The grooms led the dragons outside and carried over the ladders to help the riders climb up onto the large creatures. Emeri scooted up her ladder with practiced ease and strapped in around her waist and legs. Petal watched her with a large purple reptilian eye, smoking curling out of her nostrils, waiting for her command.

When they were all ready, Emeri shouted in an unprincess-like voice, “Let’s ride!” and a loud whoosh of wings signaled their departure.

As they rose through the clouds, she felt a weight lift from her shoulders. Rushing wind whispered promises of freedom, and crisp fresh air filled her lungs with renewed energy. Dragon riding was her escape from a world she had no control over. To her right flew Anzel and Blade, who was wearing a huge grin. A glance to the left showed Worley holding his reins in one hand, his other on Mist’s neck.

The clouds below them thinned, and she could see the multicolored patchwork of fields surrounding Thorington Castle. For generations the Thorington line had controlled vast holdings of fertile farmland, which ensured their place as the bread basket of Tessar. Far to the south rose the wrinkled mountains of the Bearded Ones, the source of strange tales. To the west the deep blue ocean caressed the beaches of Ingest, while behind her stood the icy tips of the Crystal Mountains. All lovely lands of deep forests and tinkling streams. Only the eastern deserts were barren. From up here, all existed in harmony with no political turmoil or peasant squabbles.
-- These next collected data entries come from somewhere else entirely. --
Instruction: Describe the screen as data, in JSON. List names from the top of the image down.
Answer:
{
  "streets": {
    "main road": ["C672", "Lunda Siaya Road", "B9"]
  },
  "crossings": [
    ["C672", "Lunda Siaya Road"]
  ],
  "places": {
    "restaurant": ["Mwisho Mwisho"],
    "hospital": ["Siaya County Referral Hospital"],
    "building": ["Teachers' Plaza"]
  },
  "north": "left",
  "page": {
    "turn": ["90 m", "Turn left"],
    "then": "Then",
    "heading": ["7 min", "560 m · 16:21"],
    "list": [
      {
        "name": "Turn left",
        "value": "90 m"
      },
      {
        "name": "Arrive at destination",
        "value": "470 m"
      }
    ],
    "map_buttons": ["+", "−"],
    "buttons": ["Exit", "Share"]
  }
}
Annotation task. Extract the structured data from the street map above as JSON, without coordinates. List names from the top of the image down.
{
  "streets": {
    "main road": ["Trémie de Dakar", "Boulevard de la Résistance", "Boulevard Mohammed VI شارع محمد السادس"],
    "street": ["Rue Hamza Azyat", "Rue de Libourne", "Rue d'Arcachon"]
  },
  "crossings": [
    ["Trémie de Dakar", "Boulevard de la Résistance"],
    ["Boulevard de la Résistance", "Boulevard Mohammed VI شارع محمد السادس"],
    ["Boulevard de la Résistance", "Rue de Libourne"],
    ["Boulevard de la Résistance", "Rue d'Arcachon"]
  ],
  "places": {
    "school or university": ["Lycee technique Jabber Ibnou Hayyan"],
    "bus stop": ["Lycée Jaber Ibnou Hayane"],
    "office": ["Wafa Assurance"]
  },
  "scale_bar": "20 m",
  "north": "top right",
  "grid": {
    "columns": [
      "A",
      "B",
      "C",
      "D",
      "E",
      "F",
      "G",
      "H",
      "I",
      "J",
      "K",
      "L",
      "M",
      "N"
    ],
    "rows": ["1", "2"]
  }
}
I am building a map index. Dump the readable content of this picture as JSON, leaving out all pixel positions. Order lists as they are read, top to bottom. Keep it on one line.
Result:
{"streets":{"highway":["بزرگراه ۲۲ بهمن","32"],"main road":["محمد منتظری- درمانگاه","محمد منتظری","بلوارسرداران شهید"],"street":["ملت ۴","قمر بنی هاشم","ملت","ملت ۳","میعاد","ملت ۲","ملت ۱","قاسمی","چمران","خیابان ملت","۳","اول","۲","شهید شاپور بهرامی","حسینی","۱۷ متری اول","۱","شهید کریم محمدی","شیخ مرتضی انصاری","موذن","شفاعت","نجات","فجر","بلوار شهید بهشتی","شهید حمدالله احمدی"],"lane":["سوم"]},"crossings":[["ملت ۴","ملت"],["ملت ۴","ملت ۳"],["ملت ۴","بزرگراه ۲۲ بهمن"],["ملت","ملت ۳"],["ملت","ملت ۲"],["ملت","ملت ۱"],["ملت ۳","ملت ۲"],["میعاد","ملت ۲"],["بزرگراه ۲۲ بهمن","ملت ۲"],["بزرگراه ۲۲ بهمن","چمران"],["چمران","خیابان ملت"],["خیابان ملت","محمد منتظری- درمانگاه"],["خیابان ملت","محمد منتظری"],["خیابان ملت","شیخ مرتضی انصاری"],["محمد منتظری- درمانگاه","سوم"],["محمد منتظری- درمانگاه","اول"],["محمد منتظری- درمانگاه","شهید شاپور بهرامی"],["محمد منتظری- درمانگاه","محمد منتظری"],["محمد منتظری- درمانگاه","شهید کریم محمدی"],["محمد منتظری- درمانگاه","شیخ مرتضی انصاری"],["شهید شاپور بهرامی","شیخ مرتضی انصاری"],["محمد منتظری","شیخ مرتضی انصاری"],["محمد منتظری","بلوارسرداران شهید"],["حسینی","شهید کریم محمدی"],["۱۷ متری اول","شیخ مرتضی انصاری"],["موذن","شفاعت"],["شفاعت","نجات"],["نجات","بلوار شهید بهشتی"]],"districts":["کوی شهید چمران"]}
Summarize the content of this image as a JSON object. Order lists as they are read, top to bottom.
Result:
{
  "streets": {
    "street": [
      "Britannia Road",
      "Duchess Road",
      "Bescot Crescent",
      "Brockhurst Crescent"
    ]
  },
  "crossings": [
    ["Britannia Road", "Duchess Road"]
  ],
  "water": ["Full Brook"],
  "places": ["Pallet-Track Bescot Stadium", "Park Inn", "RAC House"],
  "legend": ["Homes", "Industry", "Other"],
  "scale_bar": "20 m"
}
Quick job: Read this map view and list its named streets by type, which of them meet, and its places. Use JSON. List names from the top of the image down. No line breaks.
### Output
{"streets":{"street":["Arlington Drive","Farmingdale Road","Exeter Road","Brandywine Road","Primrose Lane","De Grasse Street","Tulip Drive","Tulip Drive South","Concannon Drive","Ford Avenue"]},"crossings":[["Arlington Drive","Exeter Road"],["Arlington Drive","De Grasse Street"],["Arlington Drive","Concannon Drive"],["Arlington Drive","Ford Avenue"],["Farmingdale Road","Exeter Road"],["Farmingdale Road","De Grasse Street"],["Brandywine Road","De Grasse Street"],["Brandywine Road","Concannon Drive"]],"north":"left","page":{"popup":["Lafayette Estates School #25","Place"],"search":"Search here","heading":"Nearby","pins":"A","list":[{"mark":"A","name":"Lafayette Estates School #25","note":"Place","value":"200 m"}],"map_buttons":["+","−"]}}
The pulsing rhythm of Petal’s muscled wings reminded her of a pendulum clock, one that was counting her moments until she would have to give up dragon riding. What could she do? She knew that she could enlist the help of her dragon riding club, but to do what? Could she hide Petal somewhere with another rider’s help, and sneak away to ride as much as she could?

She knew in her heart it wouldn’t be fair to her spirited dragon to keep her secreted away. And she wasn’t sure how much sneaking away she’d be able to do once she was a royal wife. But she knew one thing — there was no way she was going to sell her dragon. If she couldn’t find a way to keep her, there was only one thing left to do.

Emeri would ride her back to the land of her dragon’s hatching in the Crystal Mountains and set her free.